Hungarian Gas Storage (MFGT) launched the construction of its 2.5-megawatt (MW) electrolyser and hydrogen gasifier technology within the framework of the Aquamarine Project.
The launch which was publicly marked with the laying of a foundation stone at the Kardoskút Underground Gas Storage Facility in the Southern Great Plain region of Hungary brought together key stakeholders involved in implementing, financing and researching the project.
In line with the National Hydrogen Strategy which was adopted by the Government of Hungary in May 2021, the construction of this electrolysis plant is a strategically important innovation related to the development of the country’s energy storage technology.
“For Hungary, hydrogen is very important. Our hydrogen strategy has two main pillars. One is hydrogen as interim storage for those electric energy sources which are renewable like photovoltaics, for instance. The other is about how hydrogen could be used in greening the Hungarian economy”, László Palkovics, the Minister for Innovation and Technology told CEENERGYNEWS, while also announcing at the ceremony that more funding will become available for hydrogen-related projects in Hungary.
“[…] Many technical but also business questions on how to use technologies for natural gas, either for pure hydrogen or for blended hydrogen will be answered by this project which is why the Aquamarine project is very important. That’s the reason why the Hungarian government is financing up to two-thirds of it”, he said.
The funding requirement of the Aquamarine project is more than 3 billion Hungarian forints (approximately 8 million euros) of which more than 2 billion is a grant from the Ministry of Innovation and Technology and the National Office for Research and Innovation. The rest is provided by MFGT.
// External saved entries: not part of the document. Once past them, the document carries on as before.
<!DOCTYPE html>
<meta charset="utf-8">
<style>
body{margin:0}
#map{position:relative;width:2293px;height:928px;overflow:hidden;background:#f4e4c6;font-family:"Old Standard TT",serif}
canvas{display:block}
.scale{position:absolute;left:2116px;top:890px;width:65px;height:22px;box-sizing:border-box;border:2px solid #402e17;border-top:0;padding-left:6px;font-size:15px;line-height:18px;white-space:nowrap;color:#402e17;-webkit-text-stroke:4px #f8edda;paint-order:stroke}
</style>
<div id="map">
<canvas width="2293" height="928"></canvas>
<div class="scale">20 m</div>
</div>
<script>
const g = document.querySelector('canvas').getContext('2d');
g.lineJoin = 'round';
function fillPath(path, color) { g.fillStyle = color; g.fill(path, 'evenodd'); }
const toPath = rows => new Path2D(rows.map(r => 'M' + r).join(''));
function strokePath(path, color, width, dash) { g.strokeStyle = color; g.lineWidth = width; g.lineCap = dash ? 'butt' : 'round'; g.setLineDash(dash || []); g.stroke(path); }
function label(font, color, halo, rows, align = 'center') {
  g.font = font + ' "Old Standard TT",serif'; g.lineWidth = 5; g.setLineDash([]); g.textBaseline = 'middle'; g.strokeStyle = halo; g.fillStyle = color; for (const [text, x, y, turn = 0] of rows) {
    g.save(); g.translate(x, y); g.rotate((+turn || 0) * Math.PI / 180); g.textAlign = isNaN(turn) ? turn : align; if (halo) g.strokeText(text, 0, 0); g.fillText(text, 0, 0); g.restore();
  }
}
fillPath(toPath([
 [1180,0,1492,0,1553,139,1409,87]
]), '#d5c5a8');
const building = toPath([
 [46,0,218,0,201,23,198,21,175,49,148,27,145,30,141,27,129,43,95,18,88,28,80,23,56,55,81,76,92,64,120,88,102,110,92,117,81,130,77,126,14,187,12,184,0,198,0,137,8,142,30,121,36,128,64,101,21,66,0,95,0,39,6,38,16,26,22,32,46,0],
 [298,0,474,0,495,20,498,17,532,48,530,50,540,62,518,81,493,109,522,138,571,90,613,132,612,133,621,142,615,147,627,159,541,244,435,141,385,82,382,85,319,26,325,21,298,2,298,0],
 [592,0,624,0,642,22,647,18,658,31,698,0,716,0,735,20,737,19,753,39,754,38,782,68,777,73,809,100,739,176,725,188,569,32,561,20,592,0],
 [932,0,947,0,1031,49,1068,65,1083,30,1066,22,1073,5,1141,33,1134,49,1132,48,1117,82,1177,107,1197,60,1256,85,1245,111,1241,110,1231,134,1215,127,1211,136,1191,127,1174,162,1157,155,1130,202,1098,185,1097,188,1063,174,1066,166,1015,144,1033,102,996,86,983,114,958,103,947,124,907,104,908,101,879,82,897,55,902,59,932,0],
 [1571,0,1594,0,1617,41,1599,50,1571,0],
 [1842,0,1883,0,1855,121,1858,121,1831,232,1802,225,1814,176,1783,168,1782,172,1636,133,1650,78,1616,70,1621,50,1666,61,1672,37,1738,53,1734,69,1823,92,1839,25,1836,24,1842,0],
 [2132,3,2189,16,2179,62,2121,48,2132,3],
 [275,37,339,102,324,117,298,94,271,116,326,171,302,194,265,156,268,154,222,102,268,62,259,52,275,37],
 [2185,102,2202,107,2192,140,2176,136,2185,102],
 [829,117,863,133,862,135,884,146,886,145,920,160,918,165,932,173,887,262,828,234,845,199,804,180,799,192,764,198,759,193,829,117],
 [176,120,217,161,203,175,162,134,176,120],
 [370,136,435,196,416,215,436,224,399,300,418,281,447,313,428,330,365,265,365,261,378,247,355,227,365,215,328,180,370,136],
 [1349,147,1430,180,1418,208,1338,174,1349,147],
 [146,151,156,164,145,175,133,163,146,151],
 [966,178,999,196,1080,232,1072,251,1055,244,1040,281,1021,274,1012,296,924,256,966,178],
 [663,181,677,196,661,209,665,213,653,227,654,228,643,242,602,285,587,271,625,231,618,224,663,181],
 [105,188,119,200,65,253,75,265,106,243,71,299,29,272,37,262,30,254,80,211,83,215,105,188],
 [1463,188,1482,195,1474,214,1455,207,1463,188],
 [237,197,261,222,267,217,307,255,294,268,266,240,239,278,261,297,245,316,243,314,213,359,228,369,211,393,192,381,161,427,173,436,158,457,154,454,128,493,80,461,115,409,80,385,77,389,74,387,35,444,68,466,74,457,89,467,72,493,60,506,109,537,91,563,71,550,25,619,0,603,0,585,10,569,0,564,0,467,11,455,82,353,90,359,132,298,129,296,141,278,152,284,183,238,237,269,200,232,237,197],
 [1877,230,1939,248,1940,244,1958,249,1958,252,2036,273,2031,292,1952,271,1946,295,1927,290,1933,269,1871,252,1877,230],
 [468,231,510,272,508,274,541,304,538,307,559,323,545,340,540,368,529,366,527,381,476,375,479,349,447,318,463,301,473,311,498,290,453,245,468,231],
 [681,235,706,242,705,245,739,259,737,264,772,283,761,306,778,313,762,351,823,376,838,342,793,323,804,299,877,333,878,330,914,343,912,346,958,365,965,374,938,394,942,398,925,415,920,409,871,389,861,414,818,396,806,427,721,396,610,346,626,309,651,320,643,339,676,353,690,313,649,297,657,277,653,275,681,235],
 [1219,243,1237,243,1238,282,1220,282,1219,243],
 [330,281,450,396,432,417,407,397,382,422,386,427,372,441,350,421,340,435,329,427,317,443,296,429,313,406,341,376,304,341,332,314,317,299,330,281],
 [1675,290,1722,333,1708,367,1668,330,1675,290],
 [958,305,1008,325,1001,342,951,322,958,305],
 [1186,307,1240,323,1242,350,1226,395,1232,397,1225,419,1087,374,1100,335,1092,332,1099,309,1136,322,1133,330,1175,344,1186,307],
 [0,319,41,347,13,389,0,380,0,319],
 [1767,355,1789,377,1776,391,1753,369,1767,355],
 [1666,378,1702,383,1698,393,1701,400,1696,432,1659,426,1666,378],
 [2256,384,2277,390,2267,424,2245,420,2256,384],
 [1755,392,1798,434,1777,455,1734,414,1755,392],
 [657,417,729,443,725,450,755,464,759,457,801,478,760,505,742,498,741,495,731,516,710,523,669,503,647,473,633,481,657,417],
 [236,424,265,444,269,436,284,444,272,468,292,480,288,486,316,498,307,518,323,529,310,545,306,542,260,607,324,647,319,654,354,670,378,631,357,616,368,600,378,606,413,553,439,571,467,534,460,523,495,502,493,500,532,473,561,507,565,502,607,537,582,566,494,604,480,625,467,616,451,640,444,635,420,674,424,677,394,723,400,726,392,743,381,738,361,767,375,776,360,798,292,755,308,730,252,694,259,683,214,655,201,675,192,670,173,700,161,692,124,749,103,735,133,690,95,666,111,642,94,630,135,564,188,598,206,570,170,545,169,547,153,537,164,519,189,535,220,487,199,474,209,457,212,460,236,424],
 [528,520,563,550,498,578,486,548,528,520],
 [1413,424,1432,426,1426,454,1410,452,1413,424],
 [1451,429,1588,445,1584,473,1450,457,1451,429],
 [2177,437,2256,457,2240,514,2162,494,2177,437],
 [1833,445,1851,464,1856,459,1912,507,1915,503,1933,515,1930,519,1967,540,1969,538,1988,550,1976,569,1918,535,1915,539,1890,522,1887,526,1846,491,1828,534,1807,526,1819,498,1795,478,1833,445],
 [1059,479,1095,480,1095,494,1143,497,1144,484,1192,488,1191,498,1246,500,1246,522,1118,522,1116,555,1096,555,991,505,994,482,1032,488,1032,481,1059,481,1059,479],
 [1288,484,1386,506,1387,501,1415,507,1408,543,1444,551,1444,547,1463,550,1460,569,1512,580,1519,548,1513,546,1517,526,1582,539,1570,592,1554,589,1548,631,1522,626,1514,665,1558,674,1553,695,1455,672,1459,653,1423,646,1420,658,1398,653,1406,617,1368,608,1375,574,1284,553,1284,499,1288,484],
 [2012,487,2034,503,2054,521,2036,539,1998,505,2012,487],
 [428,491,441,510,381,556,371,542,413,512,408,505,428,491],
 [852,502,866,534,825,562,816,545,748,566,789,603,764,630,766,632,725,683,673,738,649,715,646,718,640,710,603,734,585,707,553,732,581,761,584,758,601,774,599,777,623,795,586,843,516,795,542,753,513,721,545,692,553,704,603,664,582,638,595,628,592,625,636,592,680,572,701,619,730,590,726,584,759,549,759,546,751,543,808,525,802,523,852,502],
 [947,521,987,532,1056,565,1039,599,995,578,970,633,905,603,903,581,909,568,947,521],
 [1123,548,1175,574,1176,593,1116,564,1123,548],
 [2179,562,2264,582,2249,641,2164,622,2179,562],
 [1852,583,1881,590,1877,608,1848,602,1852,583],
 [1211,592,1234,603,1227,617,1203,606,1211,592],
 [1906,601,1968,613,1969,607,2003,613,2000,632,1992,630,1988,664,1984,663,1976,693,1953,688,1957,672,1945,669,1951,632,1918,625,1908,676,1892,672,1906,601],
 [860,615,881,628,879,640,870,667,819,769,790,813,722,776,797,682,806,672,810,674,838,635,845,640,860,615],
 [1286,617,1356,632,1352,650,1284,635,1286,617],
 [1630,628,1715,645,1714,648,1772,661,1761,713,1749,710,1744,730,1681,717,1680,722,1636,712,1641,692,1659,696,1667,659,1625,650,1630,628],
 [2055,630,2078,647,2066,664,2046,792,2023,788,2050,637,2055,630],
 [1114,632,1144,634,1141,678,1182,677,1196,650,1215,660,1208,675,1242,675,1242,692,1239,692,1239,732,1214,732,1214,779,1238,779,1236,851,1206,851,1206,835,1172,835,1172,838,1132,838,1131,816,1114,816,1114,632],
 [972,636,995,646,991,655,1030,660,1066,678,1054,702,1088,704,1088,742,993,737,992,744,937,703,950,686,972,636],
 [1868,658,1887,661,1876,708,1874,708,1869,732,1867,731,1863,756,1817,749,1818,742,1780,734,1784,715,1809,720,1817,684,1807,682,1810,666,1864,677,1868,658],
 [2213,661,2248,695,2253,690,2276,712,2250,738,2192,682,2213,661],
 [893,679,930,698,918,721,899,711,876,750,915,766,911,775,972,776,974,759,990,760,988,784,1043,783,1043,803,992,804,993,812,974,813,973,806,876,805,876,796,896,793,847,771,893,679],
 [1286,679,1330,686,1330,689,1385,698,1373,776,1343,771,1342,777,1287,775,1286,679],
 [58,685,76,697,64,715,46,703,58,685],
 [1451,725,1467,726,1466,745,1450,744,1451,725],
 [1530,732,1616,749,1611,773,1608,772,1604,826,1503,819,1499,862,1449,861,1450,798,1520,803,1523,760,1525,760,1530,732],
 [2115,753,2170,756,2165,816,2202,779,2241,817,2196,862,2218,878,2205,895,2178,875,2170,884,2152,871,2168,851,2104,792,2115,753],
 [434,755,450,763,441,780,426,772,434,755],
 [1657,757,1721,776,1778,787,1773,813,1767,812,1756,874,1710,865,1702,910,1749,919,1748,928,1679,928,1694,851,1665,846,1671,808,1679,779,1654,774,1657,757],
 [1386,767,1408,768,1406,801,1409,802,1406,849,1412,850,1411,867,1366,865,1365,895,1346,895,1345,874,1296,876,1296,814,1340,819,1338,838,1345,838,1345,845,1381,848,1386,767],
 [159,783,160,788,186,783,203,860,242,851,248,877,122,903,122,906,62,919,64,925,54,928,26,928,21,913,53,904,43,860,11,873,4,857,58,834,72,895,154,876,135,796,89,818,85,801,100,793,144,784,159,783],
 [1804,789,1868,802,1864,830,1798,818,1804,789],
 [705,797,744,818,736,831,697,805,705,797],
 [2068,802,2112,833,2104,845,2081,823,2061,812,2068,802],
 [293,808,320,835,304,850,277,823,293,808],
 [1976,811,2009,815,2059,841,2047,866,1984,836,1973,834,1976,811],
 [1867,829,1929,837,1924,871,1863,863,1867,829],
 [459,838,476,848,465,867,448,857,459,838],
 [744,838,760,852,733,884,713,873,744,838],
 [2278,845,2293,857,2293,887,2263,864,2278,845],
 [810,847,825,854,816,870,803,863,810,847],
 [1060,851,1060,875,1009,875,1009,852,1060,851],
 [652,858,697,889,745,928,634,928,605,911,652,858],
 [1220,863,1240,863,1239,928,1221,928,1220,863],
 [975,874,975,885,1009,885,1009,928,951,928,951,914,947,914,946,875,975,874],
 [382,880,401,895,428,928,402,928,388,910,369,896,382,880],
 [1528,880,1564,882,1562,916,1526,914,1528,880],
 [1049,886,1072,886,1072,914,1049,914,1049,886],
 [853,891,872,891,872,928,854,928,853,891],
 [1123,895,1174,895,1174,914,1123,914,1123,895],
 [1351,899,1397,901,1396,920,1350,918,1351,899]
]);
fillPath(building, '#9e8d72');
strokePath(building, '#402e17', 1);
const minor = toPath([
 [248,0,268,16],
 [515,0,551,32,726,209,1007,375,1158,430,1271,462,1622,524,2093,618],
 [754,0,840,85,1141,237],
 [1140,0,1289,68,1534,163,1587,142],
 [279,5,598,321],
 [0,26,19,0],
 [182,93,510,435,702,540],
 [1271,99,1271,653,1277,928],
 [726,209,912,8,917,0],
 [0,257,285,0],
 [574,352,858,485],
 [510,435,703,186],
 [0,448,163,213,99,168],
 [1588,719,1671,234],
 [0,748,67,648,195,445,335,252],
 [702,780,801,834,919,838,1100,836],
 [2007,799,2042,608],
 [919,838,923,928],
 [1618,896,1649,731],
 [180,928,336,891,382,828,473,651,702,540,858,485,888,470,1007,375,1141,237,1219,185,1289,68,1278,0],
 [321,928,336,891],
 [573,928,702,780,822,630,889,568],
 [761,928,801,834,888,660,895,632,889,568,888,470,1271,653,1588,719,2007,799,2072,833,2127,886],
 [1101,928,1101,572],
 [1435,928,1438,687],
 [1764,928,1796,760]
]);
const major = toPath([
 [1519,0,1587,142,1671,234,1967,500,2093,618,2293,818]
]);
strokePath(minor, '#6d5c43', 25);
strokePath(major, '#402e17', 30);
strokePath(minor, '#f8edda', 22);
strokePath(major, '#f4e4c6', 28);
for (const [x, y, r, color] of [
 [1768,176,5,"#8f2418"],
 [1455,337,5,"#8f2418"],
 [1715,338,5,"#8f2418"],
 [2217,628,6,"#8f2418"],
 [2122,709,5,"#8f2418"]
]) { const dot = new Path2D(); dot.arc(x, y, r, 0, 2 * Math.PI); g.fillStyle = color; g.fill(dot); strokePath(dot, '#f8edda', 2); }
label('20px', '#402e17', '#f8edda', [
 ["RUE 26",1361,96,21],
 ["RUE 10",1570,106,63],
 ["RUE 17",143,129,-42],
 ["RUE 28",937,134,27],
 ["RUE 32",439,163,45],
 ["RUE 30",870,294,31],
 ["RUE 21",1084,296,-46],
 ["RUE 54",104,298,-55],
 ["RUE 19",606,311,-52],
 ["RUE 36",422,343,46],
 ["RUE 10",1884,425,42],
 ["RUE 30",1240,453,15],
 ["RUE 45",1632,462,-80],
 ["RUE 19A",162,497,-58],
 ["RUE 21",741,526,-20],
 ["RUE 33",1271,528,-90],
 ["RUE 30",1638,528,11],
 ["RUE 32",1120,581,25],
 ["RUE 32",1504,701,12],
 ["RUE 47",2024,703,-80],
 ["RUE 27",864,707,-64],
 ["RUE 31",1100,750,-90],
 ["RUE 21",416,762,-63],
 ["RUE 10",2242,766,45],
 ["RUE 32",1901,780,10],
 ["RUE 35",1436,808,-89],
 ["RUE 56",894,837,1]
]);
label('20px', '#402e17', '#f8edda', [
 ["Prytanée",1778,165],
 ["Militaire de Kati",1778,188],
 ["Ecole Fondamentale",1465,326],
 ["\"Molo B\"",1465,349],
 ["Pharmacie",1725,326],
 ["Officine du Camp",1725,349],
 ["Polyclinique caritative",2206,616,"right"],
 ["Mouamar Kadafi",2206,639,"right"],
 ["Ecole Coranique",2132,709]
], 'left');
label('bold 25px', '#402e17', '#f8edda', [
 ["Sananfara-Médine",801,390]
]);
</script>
The electrolyser, the construction of which will be finalised by the end of 2022, is meant to facilitate hydrogen production through electrolysis by using surplus electricity and then blended with natural gas for MFGT’s own gas-operated equipment. The launch of the electrolyser should ultimately allow Hungarian Gas Storage to reduce CO2 emissions from its operations, strengthen its commitment to the decarbonisation process and if possible, release the blended hydrogen to the natural gas supply system.
“This is the first state-owned project which deals with hydrogen production but this is only a test phase. It is designed to research how all the surface and subsurface interface behaves if we want to store hydrogen underground”, Ákos Kriston, CEO of the Hungarian Gas Storage told CEENERGYNEWS.
“Hydrogen produced here will have two or three methods of usage. First is that we will blend it with natural gas; […] the second usage is that we will inject hydrogen, blend it with methane and we’ll send it out to the Hungarian gas transmission network. The third is storage which is our ultimate goal but we will have results on it in a couple of years, through another project,” he added.
In order to allow permitting of the Aquamarine project and similar facilities, Mr Kriston said that MFGT has held consultations regarding the amendment to the Mining Act based on consultations with competent mining authorities. In parallel, the company is now conducting regulation-related negotiations with the natural gas supply system stakeholders to ensure that the blend of hydrogen and natural gas could appear in the supply system for commercial purposes.
Zsolt Bertalan, who is Chief Technology Innovation Officer at MVM Group, an energy provider company that is also a subsidiary of Hungarian Gas Storage, shared that through innovation projects like Aquamarine, specific technical, legal and commercial questions will be answered.
“Based on that knowledge and experience we can build on when we carry out other, larger hydrogen projects”, he said.
“The goal set by the MVM Group in the field of hydrogen is to become an indispensable player in the production of carbon-free hydrogen by 2030, to be able to operate a hydrogen-receiving infrastructure and to provide carbon-free hydrogen at competitive prices in addition to electricity, natural gas and heat”, Mr Bertalan told CEENERGYNEWS, adding that the results of the project’s R&D program will be one of the cornerstones of the Hungarian hydrogen economy.
The research and development programme of the Aquamarine project started in the spring of 2021 when four universities and research institutes, including the Budapest University of Technology, the University of Debrecen, the University of Miskolc, the University of Veszprém and the University of Miskolc’s Research Institute for Electronics and Informatics came together to study the hydrogen stability of surface technology. The results of their studies have already been carried out and incorporated into the design plans of the electrolyser and hydrogen gasifier technology.